TASK DIRECTIONS »
Top to bottom, every record is to be copied word for word.

RECORDS FOR PROCESSING START

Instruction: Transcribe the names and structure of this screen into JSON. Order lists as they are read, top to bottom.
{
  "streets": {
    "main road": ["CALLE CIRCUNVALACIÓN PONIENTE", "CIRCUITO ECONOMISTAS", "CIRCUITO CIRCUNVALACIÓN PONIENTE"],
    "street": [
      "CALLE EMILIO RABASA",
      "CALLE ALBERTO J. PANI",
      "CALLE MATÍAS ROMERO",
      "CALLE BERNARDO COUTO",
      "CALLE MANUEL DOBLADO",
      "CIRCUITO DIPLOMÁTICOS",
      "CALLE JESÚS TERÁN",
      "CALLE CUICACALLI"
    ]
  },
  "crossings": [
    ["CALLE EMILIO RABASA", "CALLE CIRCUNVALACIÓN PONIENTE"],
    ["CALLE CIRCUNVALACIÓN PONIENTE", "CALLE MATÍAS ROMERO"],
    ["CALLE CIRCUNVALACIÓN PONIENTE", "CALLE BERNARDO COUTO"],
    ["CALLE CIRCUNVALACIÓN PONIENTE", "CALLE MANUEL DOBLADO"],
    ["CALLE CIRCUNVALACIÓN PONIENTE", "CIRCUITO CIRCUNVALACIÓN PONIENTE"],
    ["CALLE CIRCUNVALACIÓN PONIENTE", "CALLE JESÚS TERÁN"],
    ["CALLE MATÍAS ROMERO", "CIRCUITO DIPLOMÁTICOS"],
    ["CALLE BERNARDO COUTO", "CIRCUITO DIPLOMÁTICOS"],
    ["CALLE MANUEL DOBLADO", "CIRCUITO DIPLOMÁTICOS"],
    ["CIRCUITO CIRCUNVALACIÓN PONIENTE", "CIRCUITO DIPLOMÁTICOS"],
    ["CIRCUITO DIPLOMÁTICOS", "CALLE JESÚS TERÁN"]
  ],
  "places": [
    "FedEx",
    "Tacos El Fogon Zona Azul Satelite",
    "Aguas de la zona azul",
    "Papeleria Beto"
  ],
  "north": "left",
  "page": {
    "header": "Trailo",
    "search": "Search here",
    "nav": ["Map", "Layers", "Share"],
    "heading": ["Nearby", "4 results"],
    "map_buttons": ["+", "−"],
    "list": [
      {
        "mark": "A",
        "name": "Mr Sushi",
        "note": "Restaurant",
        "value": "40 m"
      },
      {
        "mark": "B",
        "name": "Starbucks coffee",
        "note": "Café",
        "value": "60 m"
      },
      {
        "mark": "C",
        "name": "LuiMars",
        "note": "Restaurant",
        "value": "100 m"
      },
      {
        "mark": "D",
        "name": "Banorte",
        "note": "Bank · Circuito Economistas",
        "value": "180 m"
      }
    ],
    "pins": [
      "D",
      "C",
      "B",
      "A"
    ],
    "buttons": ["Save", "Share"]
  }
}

RECORDS FOR PROCESSING END

WRITTEN REPLY »
Instruction: Transcribe the names and structure of this screen into JSON. Order lists as they are read, top to bottom.
{
  "streets": {
    "main road": ["CALLE CIRCUNVALACIÓN PONIENTE", "CIRCUITO ECONOMISTAS", "CIRCUITO CIRCUNVALACIÓN PONIENTE"],
    "street": [
      "CALLE EMILIO RABASA",
      "CALLE ALBERTO J. PANI",
      "CALLE MATÍAS ROMERO",
      "CALLE BERNARDO COUTO",
      "CALLE MANUEL DOBLADO",
      "CIRCUITO DIPLOMÁTICOS",
      "CALLE JESÚS TERÁN",
      "CALLE CUICACALLI"
    ]
  },
  "crossings": [
    ["CALLE EMILIO RABASA", "CALLE CIRCUNVALACIÓN PONIENTE"],
    ["CALLE CIRCUNVALACIÓN PONIENTE", "CALLE MATÍAS ROMERO"],
    ["CALLE CIRCUNVALACIÓN PONIENTE", "CALLE BERNARDO COUTO"],
    ["CALLE CIRCUNVALACIÓN PONIENTE", "CALLE MANUEL DOBLADO"],
    ["CALLE CIRCUNVALACIÓN PONIENTE", "CIRCUITO CIRCUNVALACIÓN PONIENTE"],
    ["CALLE CIRCUNVALACIÓN PONIENTE", "CALLE JESÚS TERÁN"],
    ["CALLE MATÍAS ROMERO", "CIRCUITO DIPLOMÁTICOS"],
    ["CALLE BERNARDO COUTO", "CIRCUITO DIPLOMÁTICOS"],
    ["CALLE MANUEL DOBLADO", "CIRCUITO DIPLOMÁTICOS"],
    ["CIRCUITO CIRCUNVALACIÓN PONIENTE", "CIRCUITO DIPLOMÁTICOS"],
    ["CIRCUITO DIPLOMÁTICOS", "CALLE JESÚS TERÁN"]
  ],
  "places": [
    "FedEx",
    "Tacos El Fogon Zona Azul Satelite",
    "Aguas de la zona azul",
    "Papeleria Beto"
  ],
  "north": "left",
  "page": {
    "header": "Trailo",
    "search": "Search here",
    "nav": ["Map", "Layers", "Share"],
    "heading": ["Nearby", "4 results"],
    "map_buttons": ["+", "−"],
    "list": [
      {
        "mark": "A",
        "name": "Mr Sushi",
        "note": "Restaurant",
        "value": "40 m"
      },
      {
        "mark": "B",
        "name": "Starbucks coffee",
        "note": "Café",
        "value": "60 m"
      },
      {
        "mark": "C",
        "name": "LuiMars",
        "note": "Restaurant",
        "value": "100 m"
      },
      {
        "mark": "D",
        "name": "Banorte",
        "note": "Bank · Circuito Economistas",
        "value": "180 m"
      }
    ],
    "pins": [
      "D",
      "C",
      "B",
      "A"
    ],
    "buttons": ["Save", "Share"]
  }
}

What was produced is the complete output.